Firstly, the database is used for ‘familial searches’. If a DNA crime scene sample is loaded onto the database and does not ‘match’ any individual’s profile, the police will sometimes search for close matches in order to narrow down a list of possible suspects. They hope to identify a family member. They have been carrying out approximately 1.5 familial searches per week since 2004 (and some as early as 2002 at least, but they say they have no data prior to 2004). Each familial search can generate a long list of possibilities which is then narrowed down by using other intelligence such as geography, ethnicity and other ‘social assumptions’ such as the idea that people from criminal families are more likely to commit crime themselves. This is inherently discriminatory. Once narrowed down, the police will contact around 150 families for further investigations. The police may be disclosing to a person’s family that their details are on the database (and therefore that they have been arrested / possibly convicted) for the first time. The Information Commissioner has expressed concerns about familial searching which the police say they have addressed through a Best Practice Guide (written by Association of Chief Police Officers.)
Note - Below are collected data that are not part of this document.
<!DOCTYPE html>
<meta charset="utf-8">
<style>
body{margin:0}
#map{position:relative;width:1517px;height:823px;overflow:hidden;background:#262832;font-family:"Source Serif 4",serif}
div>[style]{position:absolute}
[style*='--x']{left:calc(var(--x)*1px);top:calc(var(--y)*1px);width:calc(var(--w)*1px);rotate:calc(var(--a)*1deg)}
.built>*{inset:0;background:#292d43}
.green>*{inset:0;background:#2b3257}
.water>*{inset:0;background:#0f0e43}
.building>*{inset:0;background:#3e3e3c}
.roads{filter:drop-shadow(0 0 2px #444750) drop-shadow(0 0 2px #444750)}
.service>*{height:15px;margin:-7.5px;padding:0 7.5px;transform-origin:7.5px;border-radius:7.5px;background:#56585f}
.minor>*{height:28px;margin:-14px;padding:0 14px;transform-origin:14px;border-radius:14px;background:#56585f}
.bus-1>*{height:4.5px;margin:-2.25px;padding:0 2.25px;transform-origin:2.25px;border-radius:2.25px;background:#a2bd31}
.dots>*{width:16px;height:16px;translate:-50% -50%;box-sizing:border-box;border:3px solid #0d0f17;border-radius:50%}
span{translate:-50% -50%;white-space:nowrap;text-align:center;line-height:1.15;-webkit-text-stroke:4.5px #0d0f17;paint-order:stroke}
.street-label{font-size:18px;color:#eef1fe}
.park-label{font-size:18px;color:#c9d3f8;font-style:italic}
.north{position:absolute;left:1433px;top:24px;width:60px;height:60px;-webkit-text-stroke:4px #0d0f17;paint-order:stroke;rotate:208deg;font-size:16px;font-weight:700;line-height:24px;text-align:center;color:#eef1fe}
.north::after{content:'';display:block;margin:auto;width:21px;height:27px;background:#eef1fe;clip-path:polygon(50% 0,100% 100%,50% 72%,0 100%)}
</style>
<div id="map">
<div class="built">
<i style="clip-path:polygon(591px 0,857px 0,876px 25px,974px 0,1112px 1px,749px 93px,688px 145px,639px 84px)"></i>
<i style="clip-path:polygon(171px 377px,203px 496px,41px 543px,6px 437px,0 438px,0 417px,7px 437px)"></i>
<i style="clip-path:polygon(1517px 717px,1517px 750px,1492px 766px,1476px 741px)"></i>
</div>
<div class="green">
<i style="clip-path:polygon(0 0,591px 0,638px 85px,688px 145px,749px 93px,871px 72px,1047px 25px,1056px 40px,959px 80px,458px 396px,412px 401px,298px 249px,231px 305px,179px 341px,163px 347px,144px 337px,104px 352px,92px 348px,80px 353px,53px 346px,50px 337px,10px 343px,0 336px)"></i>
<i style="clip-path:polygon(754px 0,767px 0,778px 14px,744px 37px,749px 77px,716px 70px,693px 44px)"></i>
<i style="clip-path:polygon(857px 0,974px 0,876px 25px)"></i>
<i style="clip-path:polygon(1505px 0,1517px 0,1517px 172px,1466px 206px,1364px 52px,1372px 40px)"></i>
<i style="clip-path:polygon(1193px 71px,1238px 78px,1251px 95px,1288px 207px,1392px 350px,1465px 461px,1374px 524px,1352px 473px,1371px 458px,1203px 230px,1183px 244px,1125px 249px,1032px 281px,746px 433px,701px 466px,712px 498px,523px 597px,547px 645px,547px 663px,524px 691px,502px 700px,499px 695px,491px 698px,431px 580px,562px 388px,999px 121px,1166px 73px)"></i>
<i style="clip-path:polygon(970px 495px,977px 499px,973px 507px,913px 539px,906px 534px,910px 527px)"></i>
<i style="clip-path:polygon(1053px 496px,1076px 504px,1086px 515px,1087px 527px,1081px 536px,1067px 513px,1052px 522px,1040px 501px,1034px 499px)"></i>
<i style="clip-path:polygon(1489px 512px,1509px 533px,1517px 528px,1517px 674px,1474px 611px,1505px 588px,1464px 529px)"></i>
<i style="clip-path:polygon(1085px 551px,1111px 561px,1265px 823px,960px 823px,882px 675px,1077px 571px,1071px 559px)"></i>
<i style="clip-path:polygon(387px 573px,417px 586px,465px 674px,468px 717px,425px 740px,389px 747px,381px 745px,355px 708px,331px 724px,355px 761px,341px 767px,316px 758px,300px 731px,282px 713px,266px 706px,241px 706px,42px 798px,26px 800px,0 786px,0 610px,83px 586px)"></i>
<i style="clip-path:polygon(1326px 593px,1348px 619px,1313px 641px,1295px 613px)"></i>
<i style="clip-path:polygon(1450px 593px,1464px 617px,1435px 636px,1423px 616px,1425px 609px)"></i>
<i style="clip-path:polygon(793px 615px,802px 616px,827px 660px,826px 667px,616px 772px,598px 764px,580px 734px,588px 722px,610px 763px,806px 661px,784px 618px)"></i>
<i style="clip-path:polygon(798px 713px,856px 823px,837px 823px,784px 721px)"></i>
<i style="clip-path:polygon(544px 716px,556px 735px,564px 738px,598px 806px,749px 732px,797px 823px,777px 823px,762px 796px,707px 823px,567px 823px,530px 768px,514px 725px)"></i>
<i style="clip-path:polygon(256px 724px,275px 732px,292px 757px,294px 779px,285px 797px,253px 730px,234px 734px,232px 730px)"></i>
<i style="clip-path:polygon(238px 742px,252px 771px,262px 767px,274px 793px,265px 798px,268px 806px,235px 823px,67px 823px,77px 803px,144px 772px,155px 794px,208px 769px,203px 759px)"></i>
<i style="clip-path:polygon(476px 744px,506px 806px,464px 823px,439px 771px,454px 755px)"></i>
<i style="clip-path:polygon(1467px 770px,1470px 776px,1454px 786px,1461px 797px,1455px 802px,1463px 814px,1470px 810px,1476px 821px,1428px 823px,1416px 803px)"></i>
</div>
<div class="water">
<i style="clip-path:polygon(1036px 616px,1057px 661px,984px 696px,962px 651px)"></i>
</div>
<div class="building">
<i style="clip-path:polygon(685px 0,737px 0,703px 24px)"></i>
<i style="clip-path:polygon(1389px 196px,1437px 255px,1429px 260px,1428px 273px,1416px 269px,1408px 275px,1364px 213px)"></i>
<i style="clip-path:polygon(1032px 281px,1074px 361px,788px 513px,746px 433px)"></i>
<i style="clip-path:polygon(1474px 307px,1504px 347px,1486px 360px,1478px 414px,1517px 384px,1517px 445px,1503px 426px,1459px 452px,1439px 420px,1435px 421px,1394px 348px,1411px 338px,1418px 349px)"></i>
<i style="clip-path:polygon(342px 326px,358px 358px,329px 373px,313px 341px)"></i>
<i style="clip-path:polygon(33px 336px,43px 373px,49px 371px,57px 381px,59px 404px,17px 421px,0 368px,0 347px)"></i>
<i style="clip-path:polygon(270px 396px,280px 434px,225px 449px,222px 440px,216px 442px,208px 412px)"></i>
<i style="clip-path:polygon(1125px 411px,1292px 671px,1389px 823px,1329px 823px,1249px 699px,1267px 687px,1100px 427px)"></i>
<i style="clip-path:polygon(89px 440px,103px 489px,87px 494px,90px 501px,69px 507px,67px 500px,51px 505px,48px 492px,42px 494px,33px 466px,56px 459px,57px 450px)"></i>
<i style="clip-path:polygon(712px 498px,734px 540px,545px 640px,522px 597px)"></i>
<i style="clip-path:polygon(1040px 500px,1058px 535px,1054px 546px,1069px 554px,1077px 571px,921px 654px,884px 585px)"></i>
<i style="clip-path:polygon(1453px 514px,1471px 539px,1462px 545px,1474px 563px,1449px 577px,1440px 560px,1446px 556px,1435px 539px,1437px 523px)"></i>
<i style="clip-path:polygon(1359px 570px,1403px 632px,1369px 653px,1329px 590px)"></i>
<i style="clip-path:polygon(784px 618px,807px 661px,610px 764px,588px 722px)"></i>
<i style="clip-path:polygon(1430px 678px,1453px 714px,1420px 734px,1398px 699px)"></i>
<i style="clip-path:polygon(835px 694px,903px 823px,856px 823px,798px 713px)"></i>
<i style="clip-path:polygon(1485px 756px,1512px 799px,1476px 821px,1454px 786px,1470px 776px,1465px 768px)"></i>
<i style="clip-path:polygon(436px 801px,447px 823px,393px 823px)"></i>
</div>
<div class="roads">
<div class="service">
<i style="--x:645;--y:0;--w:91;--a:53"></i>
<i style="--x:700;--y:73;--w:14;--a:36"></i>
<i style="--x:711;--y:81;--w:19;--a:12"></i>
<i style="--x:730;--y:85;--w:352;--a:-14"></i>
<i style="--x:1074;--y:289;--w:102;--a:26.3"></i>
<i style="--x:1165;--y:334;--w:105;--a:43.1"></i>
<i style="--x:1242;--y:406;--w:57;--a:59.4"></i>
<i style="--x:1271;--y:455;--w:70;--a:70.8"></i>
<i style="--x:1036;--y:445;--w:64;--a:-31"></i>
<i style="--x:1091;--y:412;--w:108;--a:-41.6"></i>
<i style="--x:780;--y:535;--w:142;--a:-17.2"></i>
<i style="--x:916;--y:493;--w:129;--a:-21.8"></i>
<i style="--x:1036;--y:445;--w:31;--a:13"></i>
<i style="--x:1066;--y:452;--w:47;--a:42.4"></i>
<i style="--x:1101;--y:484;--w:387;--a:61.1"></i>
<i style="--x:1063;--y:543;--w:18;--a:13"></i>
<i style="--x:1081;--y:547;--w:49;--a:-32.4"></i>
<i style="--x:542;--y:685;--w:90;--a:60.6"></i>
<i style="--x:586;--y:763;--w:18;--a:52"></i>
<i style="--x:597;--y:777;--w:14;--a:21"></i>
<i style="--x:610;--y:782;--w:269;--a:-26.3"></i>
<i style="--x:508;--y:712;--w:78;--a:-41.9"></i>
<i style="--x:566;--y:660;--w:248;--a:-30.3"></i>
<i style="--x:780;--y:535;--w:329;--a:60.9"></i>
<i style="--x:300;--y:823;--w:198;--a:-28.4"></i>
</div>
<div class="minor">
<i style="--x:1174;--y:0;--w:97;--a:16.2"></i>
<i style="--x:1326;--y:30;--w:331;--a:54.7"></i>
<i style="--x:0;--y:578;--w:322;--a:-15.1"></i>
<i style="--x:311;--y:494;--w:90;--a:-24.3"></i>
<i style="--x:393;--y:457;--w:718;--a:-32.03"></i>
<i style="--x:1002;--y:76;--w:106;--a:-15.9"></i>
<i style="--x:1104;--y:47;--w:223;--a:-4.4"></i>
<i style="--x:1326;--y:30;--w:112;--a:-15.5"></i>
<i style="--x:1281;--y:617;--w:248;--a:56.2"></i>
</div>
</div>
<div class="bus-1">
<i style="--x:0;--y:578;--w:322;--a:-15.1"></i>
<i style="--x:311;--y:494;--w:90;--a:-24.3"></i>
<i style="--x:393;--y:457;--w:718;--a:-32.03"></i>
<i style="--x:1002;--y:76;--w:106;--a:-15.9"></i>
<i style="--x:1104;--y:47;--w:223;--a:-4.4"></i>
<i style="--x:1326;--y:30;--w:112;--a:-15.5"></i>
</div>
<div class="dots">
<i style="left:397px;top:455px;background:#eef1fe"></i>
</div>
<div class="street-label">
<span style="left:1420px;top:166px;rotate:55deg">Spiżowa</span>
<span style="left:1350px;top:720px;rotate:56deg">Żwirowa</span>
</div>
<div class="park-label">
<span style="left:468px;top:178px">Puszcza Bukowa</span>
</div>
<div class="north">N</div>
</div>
Research is carried out on the database without the consent of those whose profiles are on it. This is only supposed to be for the ‘prevention or detection of crime’ but that is interpreted very broadly so that research into ethnicity for example would be acceptable provided it can be loosely associated with crime prevention or detection.

The NDNAD has an electronic link to the Police National Computer to enable the police to use it for intelligence purposes. The PNC is accessible from over 120,000 terminals in the UK, including non-police bodies. Previously, records held on the PNC were ‘weeded’ so that if you were acquitted or no proceedings were brought, the PNC record would be removed after around 40 days. Now, because of the link between the NDNAD and the PNC and because DNA profiles are kept until death/age 100, the PNC records are also kept. As a solution to the legal implications of this, the police propose to mask some of the information from ‘non-police users’ of the PNC but the system is not yet fully operational. Further, the Information Commissioner (ICO) considers that for the police to keep all this information even for themselves breaches the Data Protection Act 1998.

3. Britain’s DNA database is proportionately the largest in the world. Approximately 4.2 million people have their DNA permanently retained on the NDNAD. It is alleged to contain more than 100,000 DNA samples taken from children who have never been charged or convicted with any crime.

4. Black and ethnic minority males are over-represented on the National DNA database amongst BME males on the NDNAD. Fifty-seven percent of those added to the database by the Met Police who have not been convicted of any offence are of BME origin. Nearly 40% of black men, 13% of Asian men and 9% of white men are represented on the NDNAD.